一个乡里人和几个糙汉子的酒吧能做出什么级别的假账?
金经理一看就发现事情不对劲,前来质问郝富虎,郝富虎道:“金哥,你跟着朱哥这么多年得的好处可不多,兄弟我也不撬朱哥墙角,就给你补贴些花销,你看行不?”
金经理不乐意了:“我被朱哥找到的时候是个什么人?路边的混混,要不是朱哥仗义我早被人砍死了,你做这事迟早连累了朱哥,我可不能眼睁睁看着!”

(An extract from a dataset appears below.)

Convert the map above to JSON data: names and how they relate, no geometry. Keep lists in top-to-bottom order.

郝富虎大智慧没有,小聪明多,“瞧金哥你说什么话,这地方在我名下出事和朱哥碍不着关系,再说这不有金哥你看着我嘛,怎能连累朱哥呢?”
一边说着,一边递着红艳艳的钞票,那厚重的踏实感,每一下摆动都拍在金经理心里。
于是狼和狈达成一种默契,一人办事,一人分钱,日子可潇洒了。
直到朱壕再一次扩大事业规模。
公司大了,行事越发正规,一人兼数职便显得不合适了,于是公司有了正式的财务部,名校毕业的天骄卫玲玲凭出色的工作能力被朱壕看中了。
卫玲玲勤勤恳恳管理着财务部,金经理之前松散放任的经营理念可没少被她批判。
又一次把金经理的错账翻了出来,是一个酒吧的本子,收支明显不合,质问之下金经理支支吾吾憋不出个词。

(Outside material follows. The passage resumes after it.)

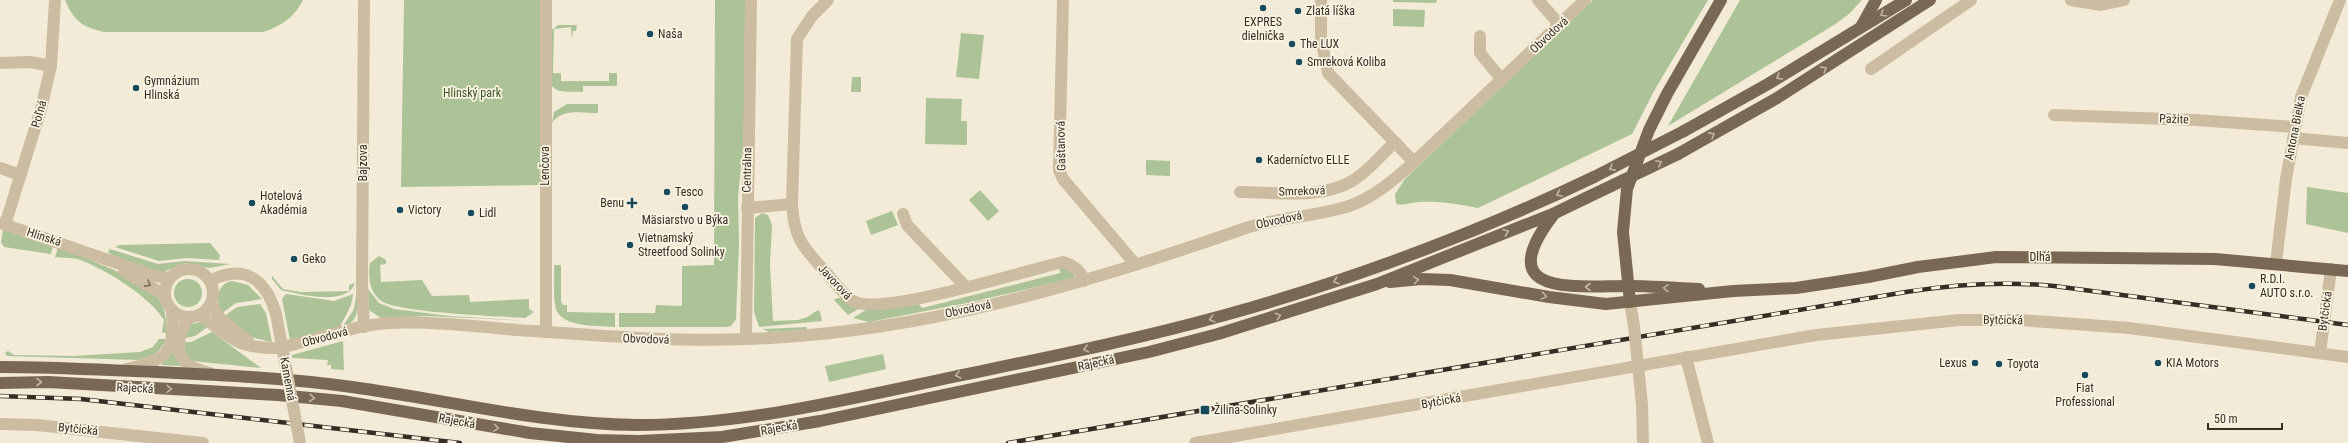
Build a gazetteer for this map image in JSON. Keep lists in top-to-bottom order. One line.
{"streets":{"main road":["Dlhá","Rajecká"],"street":["Obvodová","Poľná","Pažite","Antona Bielka","Gaštanová","Bajzova","Lenčova","Centrálna","Smreková","Hlinská","Javorová","Bytčická","Kamenná"]},"crossings":[["Obvodová","Gaštanová"],["Obvodová","Bajzova"],["Obvodová","Lenčova"],["Obvodová","Centrálna"],["Obvodová","Hlinská"],["Obvodová","Javorová"],["Obvodová","Kamenná"],["Poľná","Hlinská"],["Pažite","Antona Bielka"],["Antona Bielka","Dlhá"],["Hlinská","Kamenná"],["Dlhá","Bytčická"]],"parks":["Hlinský park"],"places":{"other":["EXPRES dielnička","Zlatá líška","Naša","The LUX","Smreková Koliba","Gymnázium Hlinská","Kaderníctvo ELLE","Tesco","Hotelová Akadémia","Mäsiarstvo u Býka","Victory","Lidl","Vietnamský Streetfood Solinky","Geko","R.D.I. AUTO s.r.o.","Lexus","KIA Motors","Toyota","Fiat Professional"],"health":["Benu"],"transit":["Žilina-Solinky"]},"scale_bar":"50 m"}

单纯的卫玲玲只晓得是金经理刻意做了假账,那顾得更深层的关系,耿直地向朱壕汇报了情况。
“哦?老金的事?那酒吧是我兄弟在管理,严格说来也轮不到我们记账,随他们去吧。”
朱壕大度地放过了他们,这可把卫玲玲气坏了,初入社会的她最见不得这等贪钱小人得志。
于是卫玲玲在几个月后的一天亲自前往酒吧拜访郝富虎。
“郝老板,朱总在这里的股份分成可有些问题啊。”
来势汹汹的卫玲玲开门见山地说道,郝富虎不清楚朱壕的意思,还以为这是朱壕派人问罪来了,唯唯诺诺地奉上好酒招待着。

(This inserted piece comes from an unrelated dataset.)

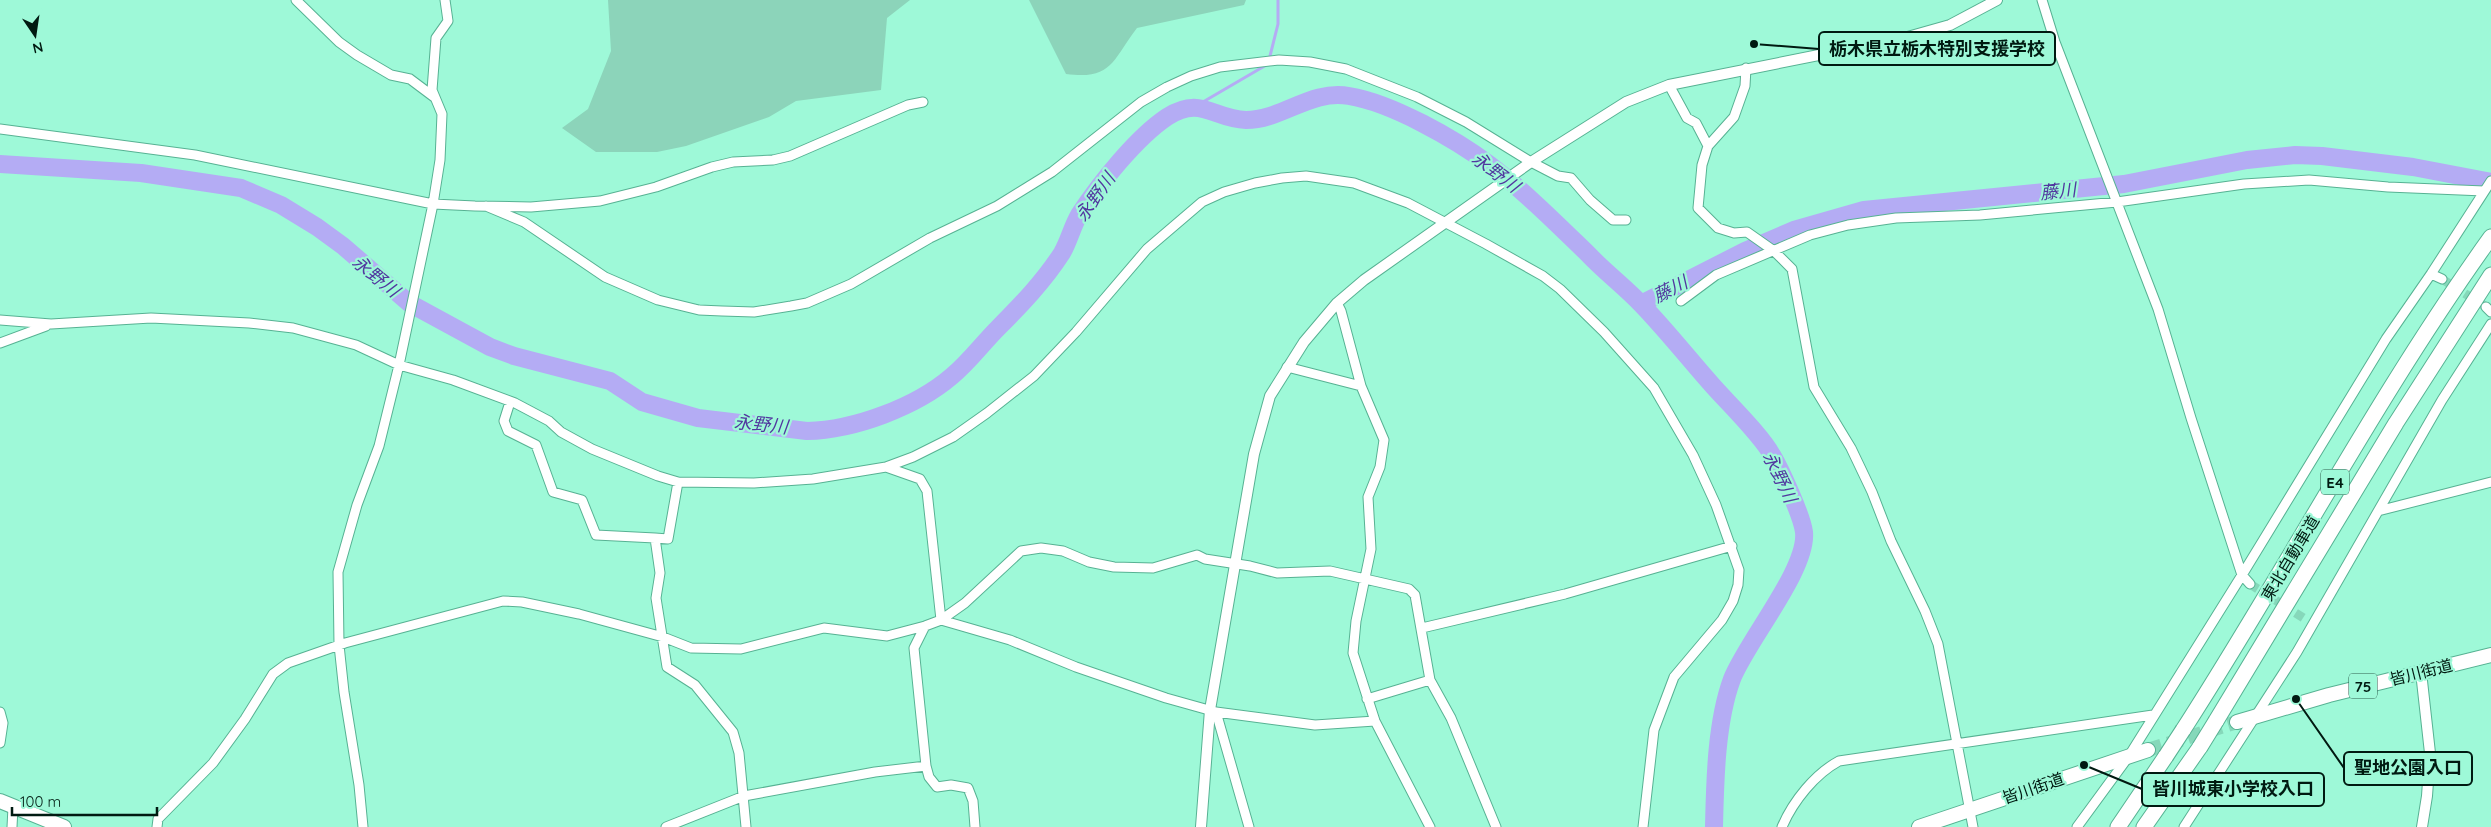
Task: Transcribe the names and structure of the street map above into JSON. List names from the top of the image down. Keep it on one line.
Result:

“卫小姐是吧,这不,前阵子事忙,这里又都是一帮大老粗,记账出些差错,你瞧怎么个补法?”
在红尘打滚历练一番的郝富虎那恭谨的态度让卫玲玲也不好发作了,只说是要拿走他们的账回去算算。
郝富虎也没怀疑朱壕的人,直接托人把优盘给了卫玲玲。
卫玲玲刚走,金经理就急匆匆进来了,“郝老板,人呢?”
“拿着优盘走了啊。”郝富虎还没明白他有什么事。
“嗨!她要向朱总打小报告啊!”
郝富虎皱眉道:“什么,朱哥还不知道我们的事?”
“我可没告诉朱总这事,事业这么红火,他会同意下面兄弟干这掉人头的买卖吗?我们自己做就行了。”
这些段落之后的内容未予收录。